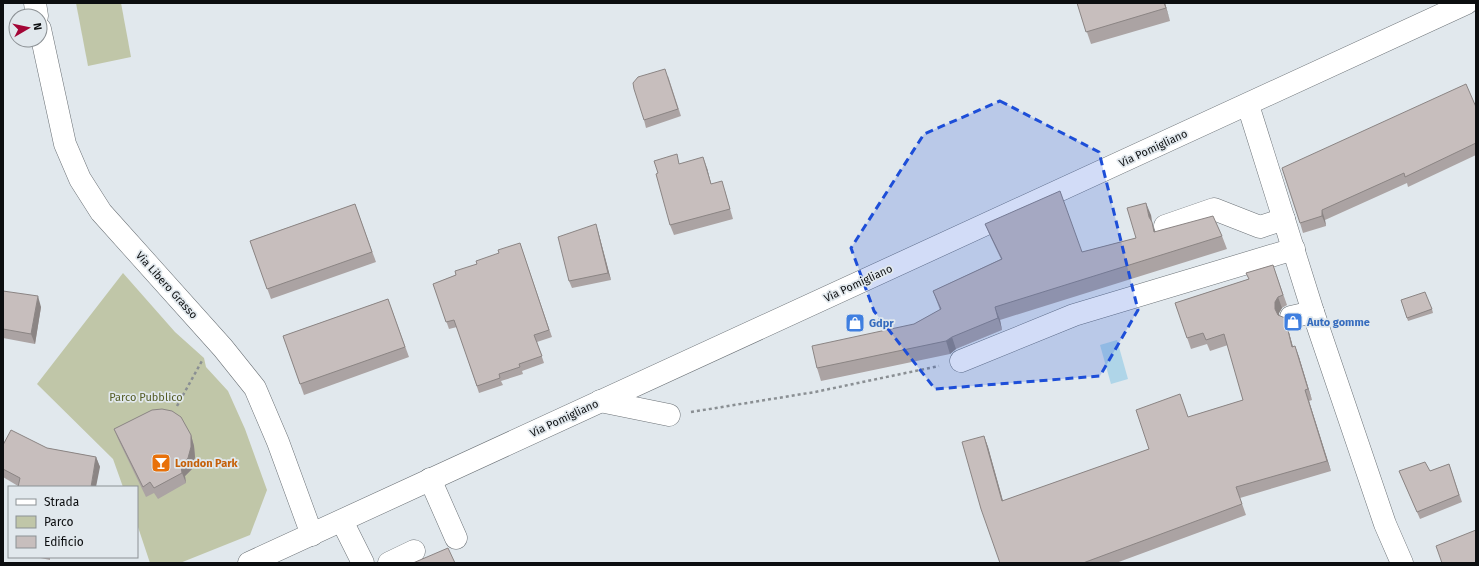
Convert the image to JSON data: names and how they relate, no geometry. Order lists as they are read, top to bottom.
{
  "streets": {
    "street": ["Via Pomigliano", "Via Libero Grasso"]
  },
  "crossings": [
    ["Via Pomigliano", "Via Libero Grasso"]
  ],
  "parks": ["Parco Pubblico"],
  "places": {
    "shop": ["Auto gomme", "Gdpr"],
    "bar": ["London Park"]
  },
  "legend": ["Strada", "Parco", "Edificio"],
  "north": "right"
}
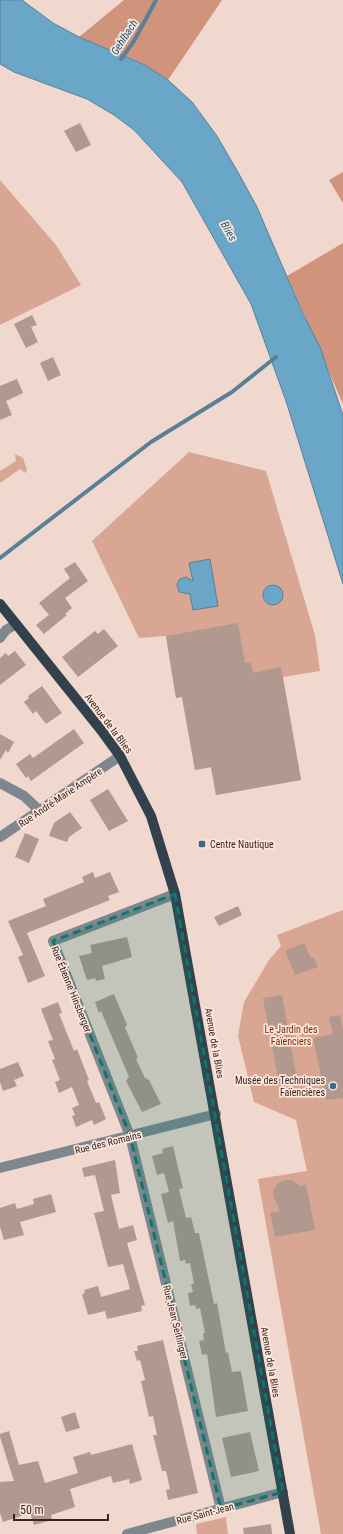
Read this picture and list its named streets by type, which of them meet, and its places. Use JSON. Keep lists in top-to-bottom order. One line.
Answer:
{"streets":{"main road":["Avenue de la Blies"],"street":["Rue André-Marie Ampère","Rue Étienne Hinsberger","Rue des Romains","Rue Jean Seitlinger","Rue Saint-Jean"]},"crossings":[["Avenue de la Blies","Rue André-Marie Ampère"],["Avenue de la Blies","Rue Étienne Hinsberger"],["Avenue de la Blies","Rue des Romains"],["Avenue de la Blies","Rue Saint-Jean"],["Rue Étienne Hinsberger","Rue des Romains"],["Rue Étienne Hinsberger","Rue Jean Seitlinger"],["Rue des Romains","Rue Jean Seitlinger"],["Rue Jean Seitlinger","Rue Saint-Jean"]],"water":["Gehlbach","Blies"],"parks":["Le Jardin des Faïenciers"],"places":{"transit":["Centre Nautique"],"other":["Musée des Techniques Faïencières"]},"scale_bar":"50 m"}
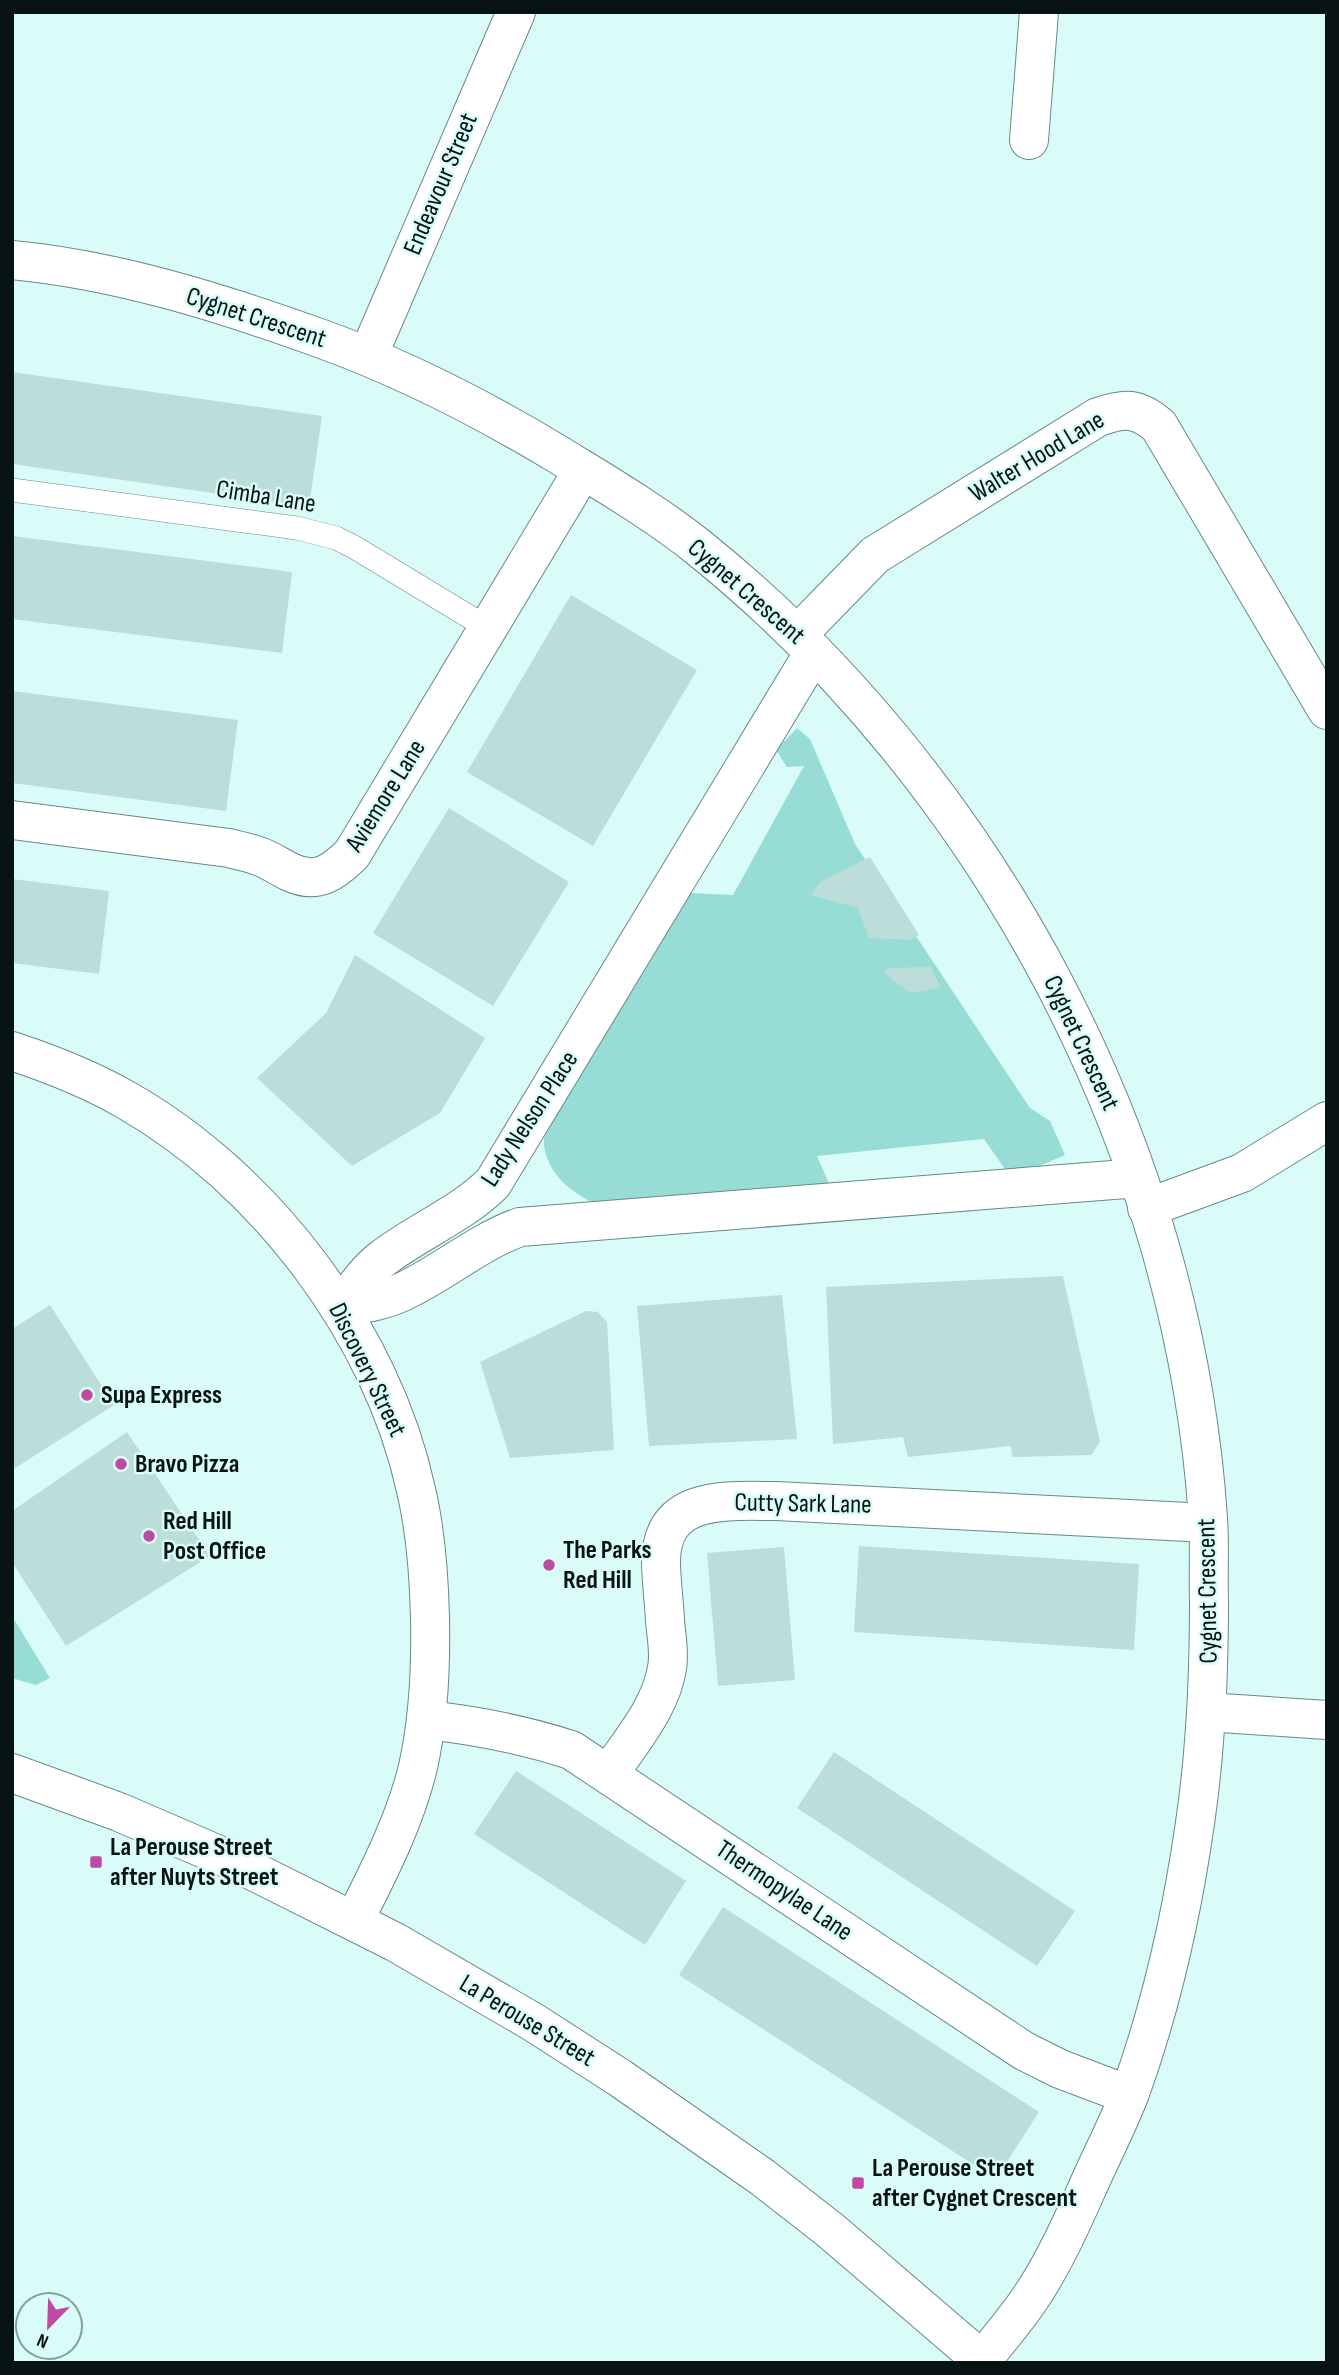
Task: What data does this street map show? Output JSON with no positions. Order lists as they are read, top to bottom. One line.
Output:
{"streets":{"street":["Endeavour Street","Cygnet Crescent","Walter Hood Lane","Aviemore Lane","Lady Nelson Place","Discovery Street","Cutty Sark Lane","Thermopylae Lane","La Perouse Street"],"lane":["Cimba Lane"]},"crossings":[["Endeavour Street","Cygnet Crescent"],["Cygnet Crescent","Walter Hood Lane"],["Cygnet Crescent","Aviemore Lane"],["Cygnet Crescent","Lady Nelson Place"],["Cygnet Crescent","Cutty Sark Lane"],["Cygnet Crescent","Thermopylae Lane"],["Cygnet Crescent","La Perouse Street"],["Walter Hood Lane","Lady Nelson Place"],["Cimba Lane","Aviemore Lane"],["Lady Nelson Place","Discovery Street"],["Discovery Street","Thermopylae Lane"],["Discovery Street","La Perouse Street"],["Cutty Sark Lane","Thermopylae Lane"]],"places":{"other":["Supa Express","Bravo Pizza","Red Hill Post Office","The Parks Red Hill"],"transit":["La Perouse Street after Nuyts Street","La Perouse Street after Cygnet Crescent"]},"north":"bottom left"}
_ _ _
→ Your task: Beginning with the first entry above, reproduce every line verbatim until the line with "Read this picture", which is included too; omit pictures.

→ Reply:
Convert the image to JSON data: names and how they relate, no geometry. Order lists as they are read, top to bottom.
{
  "streets": {
    "street": ["Via Pomigliano", "Via Libero Grasso"]
  },
  "crossings": [
    ["Via Pomigliano", "Via Libero Grasso"]
  ],
  "parks": ["Parco Pubblico"],
  "places": {
    "shop": ["Auto gomme", "Gdpr"],
    "bar": ["London Park"]
  },
  "legend": ["Strada", "Parco", "Edificio"],
  "north": "right"
}
Read this picture and list its named streets by type, which of them meet, and its places. Use JSON. Keep lists in top-to-bottom order. One line.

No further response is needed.